Hinge verses: Matthew 19:25-26
{We finally made it to the New Testament!!}
Jesus is making His final rounds as He's making His way to Jerusalem. In just two chapters, He will make His triumphal entry before His crucifixion. Chapter 19 starts with Jesus being followed by large crowds, and He healed many there. Of course, the Pharisees have been persistently following Jesus His whole ministry, asking questions, trying to trip Him up.
In the crowd on this day is someone known to us as "the rich young ruler". He runs up to Jesus and asks "Teacher, what good must I do to have eternal life?" Jesus's answer "Why do you ask Me about what is good?" may seem confusing to us, because we know Jesus is good. We are reading this all in hindsight, but the man is living it. I believe Jesus is prompting the man to think about why he is asking Jesus about good. Surely the man knows that it is God who is good, so why would he ask Jesus unless he is <so> close to understanding that Jesus is in fact God in the flesh?
So Jesus answers him--If you want eternal life, keep the commandments. The man is thrilled because he HAS kept the commandments since he was a boy. (The commandments Jesus listed are the ones that address how we interact horizontally, with each other. He did not mention the commandments that are vertical, our interaction with God. Jesus does all things well.) The rich young ruler says "What do I still lack?" Jesus tells him to go sell all he has, give it to the poor, and that will be proof that his treasure is in heaven. Then follow Him. Seems easy enough. But the man is grieved, because he had many possessions.
I have written in the margin of my Bible: "The man is grieved because he thinks the riches could come, too. I picture him with a bag full of his stuff, like Santa Claus, trying to get through a needle's eye." The disciples were astonished and asked (and I can kinda hear the snark in their voices.) "Then who can be saved?"
Jesus looks at them and said:
"With man this is impossible, BUT with GOD all things are possible." (emphasis mine.)
Robert Gilmour LeTourneau was born in 1888 in Richford, Vermont. He dropped out of high school at 14 to be an apprentice to an ironworker. He learned many skills during his time as an apprentice, and took some basic mechanical engineering correspondence courses. Over the course of his early working career, he learned welding, auto mechanics, farming, wood cutting, mining, and carpentry. At the age of 32, he started his own earth moving business. His business barely survived the great depression, but quickly gained after. During World War II, LeTourneau's factories supplied approximately 70% of the earthmoving equipment used by Allied forced. He developed the first portable offshore drilling platform in the mid-1950s.
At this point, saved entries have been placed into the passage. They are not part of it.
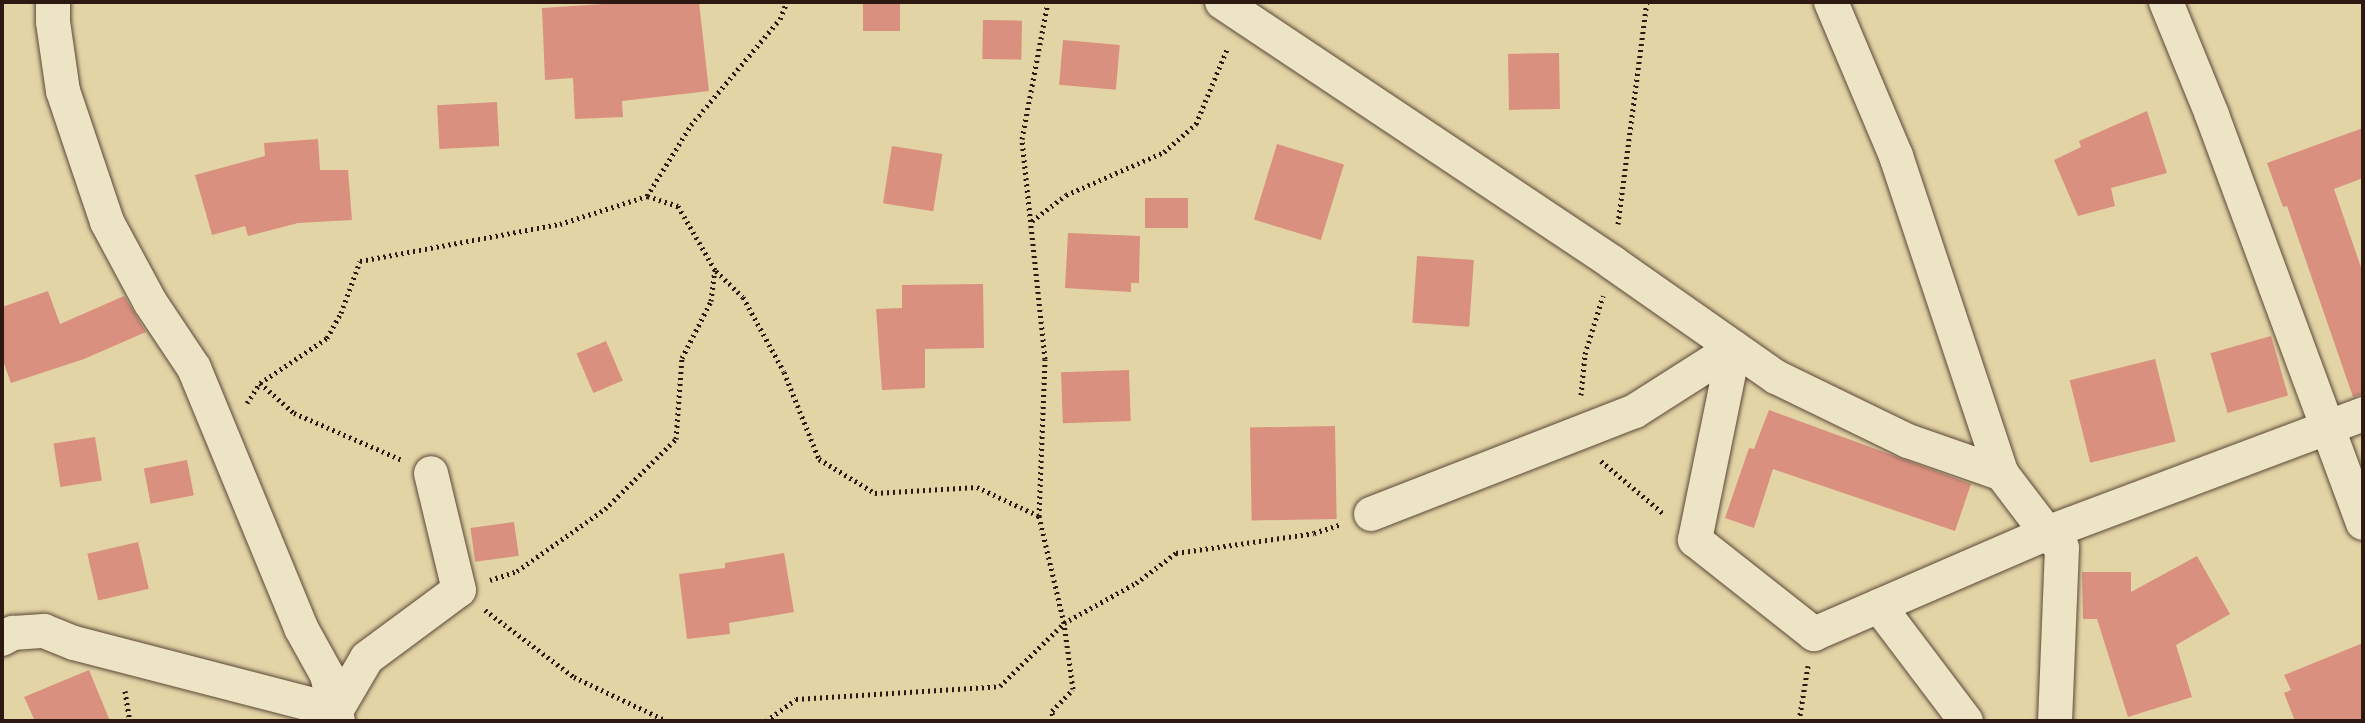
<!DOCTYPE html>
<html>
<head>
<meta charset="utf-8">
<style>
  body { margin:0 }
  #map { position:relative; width:2365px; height:723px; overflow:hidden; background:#e3d4a6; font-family:"Sorts Mill Goudy",serif }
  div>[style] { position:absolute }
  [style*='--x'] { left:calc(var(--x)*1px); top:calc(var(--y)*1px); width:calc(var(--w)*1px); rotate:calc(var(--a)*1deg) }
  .building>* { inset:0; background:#d9907f; transform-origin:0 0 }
  .path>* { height:5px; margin-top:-2.5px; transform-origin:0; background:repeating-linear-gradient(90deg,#2d1912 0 2px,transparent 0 6px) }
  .roads { filter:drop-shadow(0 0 2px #5a4837) drop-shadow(0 0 2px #5a4837) }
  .minor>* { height:34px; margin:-17px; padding:0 17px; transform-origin:17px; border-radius:17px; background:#ede3c5 }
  span { translate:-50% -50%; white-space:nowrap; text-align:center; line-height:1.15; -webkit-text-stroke:6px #ede3c5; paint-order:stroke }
  .frame { position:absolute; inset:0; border:4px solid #2d1912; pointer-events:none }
</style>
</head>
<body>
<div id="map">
  <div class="building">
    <div style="clip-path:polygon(634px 2px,699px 2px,709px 91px,622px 101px,623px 117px,575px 119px,573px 78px,545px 80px,542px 8px)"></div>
    <div style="left:863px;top:2px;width:37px;height:29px"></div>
    <div style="left:983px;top:20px;width:39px;height:39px;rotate:1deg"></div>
    <div style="left:1063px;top:40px;width:57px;height:45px;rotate:5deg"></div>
    <div style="left:1559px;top:53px;width:56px;height:51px;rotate:89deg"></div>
    <div style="left:497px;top:102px;width:44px;height:60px;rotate:87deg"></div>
    <div style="clip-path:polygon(2147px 111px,2167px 173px,2111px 188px,2115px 206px,2078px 216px,2054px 160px,2081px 147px,2079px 141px)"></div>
    <div style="clip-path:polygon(2363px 128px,2363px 178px,2334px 189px,2363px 273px,2363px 394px,2353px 397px,2287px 206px,2283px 207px,2267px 163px)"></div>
    <div style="clip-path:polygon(318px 139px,320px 170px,348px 170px,352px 220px,298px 223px,248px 236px,245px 226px,212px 235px,195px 175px,265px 156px,264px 143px)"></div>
    <div style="left:1277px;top:144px;width:70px;height:79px;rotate:17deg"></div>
    <div style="left:892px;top:146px;width:51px;height:58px;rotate:9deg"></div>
    <div style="left:1145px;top:198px;width:43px;height:30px"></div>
    <div style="clip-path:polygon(1068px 233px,1140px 236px,1139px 283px,1131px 283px,1131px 292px,1065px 288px)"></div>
    <div style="left:1417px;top:256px;width:57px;height:67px;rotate:4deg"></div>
    <div style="clip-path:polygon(983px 284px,984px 348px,925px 349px,925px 388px,882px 390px,876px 309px,902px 308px,902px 285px)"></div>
    <div style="clip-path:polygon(48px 291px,60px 324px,124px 296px,146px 332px,84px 359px,11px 383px,2px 358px,2px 307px)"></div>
    <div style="left:2271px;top:336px;width:62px;height:63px;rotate:74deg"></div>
    <div style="left:606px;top:341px;width:43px;height:32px;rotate:67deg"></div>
    <div style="left:2155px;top:359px;width:85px;height:88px;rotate:76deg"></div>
    <div style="left:1129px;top:370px;width:51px;height:68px;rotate:88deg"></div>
    <div style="clip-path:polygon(1769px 410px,1971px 484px,1955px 531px,1773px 469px,1754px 528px,1725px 518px,1749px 448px,1754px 449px)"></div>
    <div style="left:1335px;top:426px;width:93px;height:85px;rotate:89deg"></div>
    <div style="left:95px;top:437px;width:44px;height:42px;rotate:81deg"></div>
    <div style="left:187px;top:460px;width:36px;height:44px;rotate:79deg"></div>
    <div style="left:514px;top:522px;width:34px;height:44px;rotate:82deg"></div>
    <div style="left:138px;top:542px;width:48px;height:52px;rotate:77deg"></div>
    <div style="clip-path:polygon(784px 553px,794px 612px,729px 623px,730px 634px,687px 639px,679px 574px,725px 568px,725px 563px)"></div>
    <div style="clip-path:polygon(2197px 556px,2230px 614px,2176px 645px,2192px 697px,2128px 717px,2097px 619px,2083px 619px,2082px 572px,2131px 572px,2131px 592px)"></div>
    <div style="clip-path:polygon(2363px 643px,2363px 721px,2295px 721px,2284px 693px,2291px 690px,2284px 675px)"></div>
    <div style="clip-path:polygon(89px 670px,110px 721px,35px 721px,24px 697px)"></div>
  </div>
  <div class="path">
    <div style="--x:1032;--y:221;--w:43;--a:-37.4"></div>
    <div style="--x:1066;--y:195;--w:107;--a:-23.7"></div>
    <div style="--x:1164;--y:152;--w:43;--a:-41.2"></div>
    <div style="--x:1196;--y:124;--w:81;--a:-67.5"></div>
    <div style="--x:1618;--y:224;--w:224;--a:-82.6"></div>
    <div style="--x:716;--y:271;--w:37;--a:44"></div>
    <div style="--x:743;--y:297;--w:85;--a:61.3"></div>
    <div style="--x:784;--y:372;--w:94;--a:68.1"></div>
    <div style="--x:819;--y:459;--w:66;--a:31.3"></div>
    <div style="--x:875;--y:493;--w:102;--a:-3.4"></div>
    <div style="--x:977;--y:487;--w:68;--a:25.1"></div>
    <div style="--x:260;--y:383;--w:45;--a:41.4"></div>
    <div style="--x:294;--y:413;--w:118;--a:23.5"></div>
    <div style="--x:1581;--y:395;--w:41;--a:-84.4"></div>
    <div style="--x:1585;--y:354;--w:61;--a:-72.8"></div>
    <div style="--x:247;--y:403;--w:24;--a:-57"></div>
    <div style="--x:260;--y:383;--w:81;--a:-33.9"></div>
    <div style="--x:327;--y:338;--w:29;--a:-61"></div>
    <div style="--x:341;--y:313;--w:55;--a:-69.9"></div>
    <div style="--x:360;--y:261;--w:203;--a:-10.5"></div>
    <div style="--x:560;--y:224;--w:91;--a:-17.8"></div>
    <div style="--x:647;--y:196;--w:84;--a:-58.2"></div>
    <div style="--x:691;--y:125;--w:138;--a:-50"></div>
    <div style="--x:780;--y:19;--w:18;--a:-68"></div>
    <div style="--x:1601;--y:461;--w:82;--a:40.1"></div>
    <div style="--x:490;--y:580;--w:28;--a:-18"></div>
    <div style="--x:517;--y:571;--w:108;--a:-35.2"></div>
    <div style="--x:605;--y:509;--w:100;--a:-44.6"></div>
    <div style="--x:676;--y:439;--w:81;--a:-85.8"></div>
    <div style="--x:682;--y:358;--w:64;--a:-63"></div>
    <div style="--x:711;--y:301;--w:31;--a:-83"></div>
    <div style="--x:715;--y:270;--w:74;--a:-120"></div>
    <div style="--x:678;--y:206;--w:33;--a:-162"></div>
    <div style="--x:485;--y:610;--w:111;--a:37"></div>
    <div style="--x:574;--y:677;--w:103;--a:25.3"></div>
    <div style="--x:125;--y:691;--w:30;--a:81"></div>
    <div style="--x:766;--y:721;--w:37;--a:-36"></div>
    <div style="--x:796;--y:699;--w:204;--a:-3.6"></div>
    <div style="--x:1000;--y:686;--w:90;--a:-44.5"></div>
    <div style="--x:1064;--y:623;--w:110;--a:-103.2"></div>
    <div style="--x:1039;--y:516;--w:157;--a:-87.8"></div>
    <div style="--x:1045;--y:359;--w:221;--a:-96"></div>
    <div style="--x:1022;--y:139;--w:139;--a:-79.3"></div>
    <div style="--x:1053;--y:721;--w:10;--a:-96"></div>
    <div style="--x:1052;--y:711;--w:30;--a:-46"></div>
    <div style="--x:1073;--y:689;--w:67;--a:-97.8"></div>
    <div style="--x:1064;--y:623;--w:82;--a:-29.1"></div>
    <div style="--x:1136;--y:583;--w:50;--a:-36.9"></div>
    <div style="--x:1176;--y:553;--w:139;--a:-8.2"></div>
    <div style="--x:1314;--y:533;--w:28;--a:-18"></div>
    <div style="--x:1799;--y:721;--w:56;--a:-80.7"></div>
  </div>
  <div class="roads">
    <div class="minor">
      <div style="--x:53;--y:2;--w:20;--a:90"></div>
      <div style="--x:53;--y:22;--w:70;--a:81.8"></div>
      <div style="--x:63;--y:91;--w:138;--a:71.4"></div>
      <div style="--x:107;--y:222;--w:91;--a:61.7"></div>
      <div style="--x:150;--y:302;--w:79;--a:56.3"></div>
      <div style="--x:194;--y:368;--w:281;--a:67.6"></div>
      <div style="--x:301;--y:628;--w:54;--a:61"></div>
      <div style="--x:327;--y:675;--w:47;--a:76.6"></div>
      <div style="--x:1222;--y:2;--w:470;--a:33.7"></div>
      <div style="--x:1613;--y:263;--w:199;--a:35"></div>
      <div style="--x:1776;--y:377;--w:147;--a:25.9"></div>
      <div style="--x:1908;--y:441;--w:100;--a:19.3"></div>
      <div style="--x:2002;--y:474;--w:74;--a:52.7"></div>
      <div style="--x:2047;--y:533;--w:338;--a:-20.6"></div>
      <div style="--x:1831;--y:2;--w:167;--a:67.1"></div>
      <div style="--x:1896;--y:156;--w:335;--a:71.6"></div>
      <div style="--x:2166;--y:2;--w:122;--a:67.8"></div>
      <div style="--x:2212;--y:115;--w:435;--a:69.7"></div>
      <div style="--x:1734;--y:348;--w:196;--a:101.5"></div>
      <div style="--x:1695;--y:540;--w:152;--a:38.3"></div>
      <div style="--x:1814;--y:634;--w:254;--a:-23.4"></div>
      <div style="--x:2047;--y:533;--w:21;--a:45"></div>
      <div style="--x:2062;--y:548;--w:173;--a:92.3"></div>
      <div style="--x:1371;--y:514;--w:283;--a:-21.3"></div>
      <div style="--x:1635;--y:411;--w:117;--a:-32.5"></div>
      <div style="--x:1879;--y:606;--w:144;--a:52.9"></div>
      <div style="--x:2;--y:639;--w:13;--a:-29"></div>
      <div style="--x:13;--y:633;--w:31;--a:-4"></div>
      <div style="--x:44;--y:631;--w:32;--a:22"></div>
      <div style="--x:74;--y:643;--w:271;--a:14.5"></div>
      <div style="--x:336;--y:711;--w:61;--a:-59.7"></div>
      <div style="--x:367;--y:658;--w:114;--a:-36.5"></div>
      <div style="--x:459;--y:590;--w:120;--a:-103.5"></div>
    </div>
  </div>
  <div class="frame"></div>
</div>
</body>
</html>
RG LeTourneau, the man known throughout the construction world as the "The Dean of Earthmoving" was also a very devout Christian. A man with over 300 patents gladly told anyone who asked what guided him--one principle "God runs my business." He struggled to decide whether to be a preacher or a businessman, until his pastor counseled him--"God needs businessmen, too." LeTourneau set aside 90% of his salary and company profits for religious donations, living on the other 10%. He once said "I shovel out the money, and God shovels it back. But God has a bigger shovel." When LeTourneau was featured on a radio show hosted by Robert Ripley, Ripley told him "You have made the word of God a glorious, practical reality." Then turning to the audience, Ripley said "And of such is the work of faith...believe it or not."
RG LeTourneau wrote an autobiography called "Mover of Men and Mountains". A line from the book:
"For 25 years or more, I've been traveling this land of ours and a few foreign countries trying to teach and preach by word of mouth and example, that a Christian businessman owes as much to God as a preacher does."
What did RG LeTourneau understand that the rich young ruler did not? Based on a quote original to John Wesley, but one that RG LeTourneau adopted and popularized--RG understood this:
"It's not how much of my money I give to God, it's how much of God's money I keep for myself."
He knew he could give everything to God, and God was faithful to bless him with what he needed. RG didn't give because he wanted to get, he gave because he knew the word of God was a glorious, practical reality. The rich young ruler thought what he had outweighed what he would get as a follower of Christ. BUT GOD--THEOS--the name Jesus called Him in verse 26 means God, the Creator and owner of all things. With man, to give everything away is impossible. But with God, all things are possible.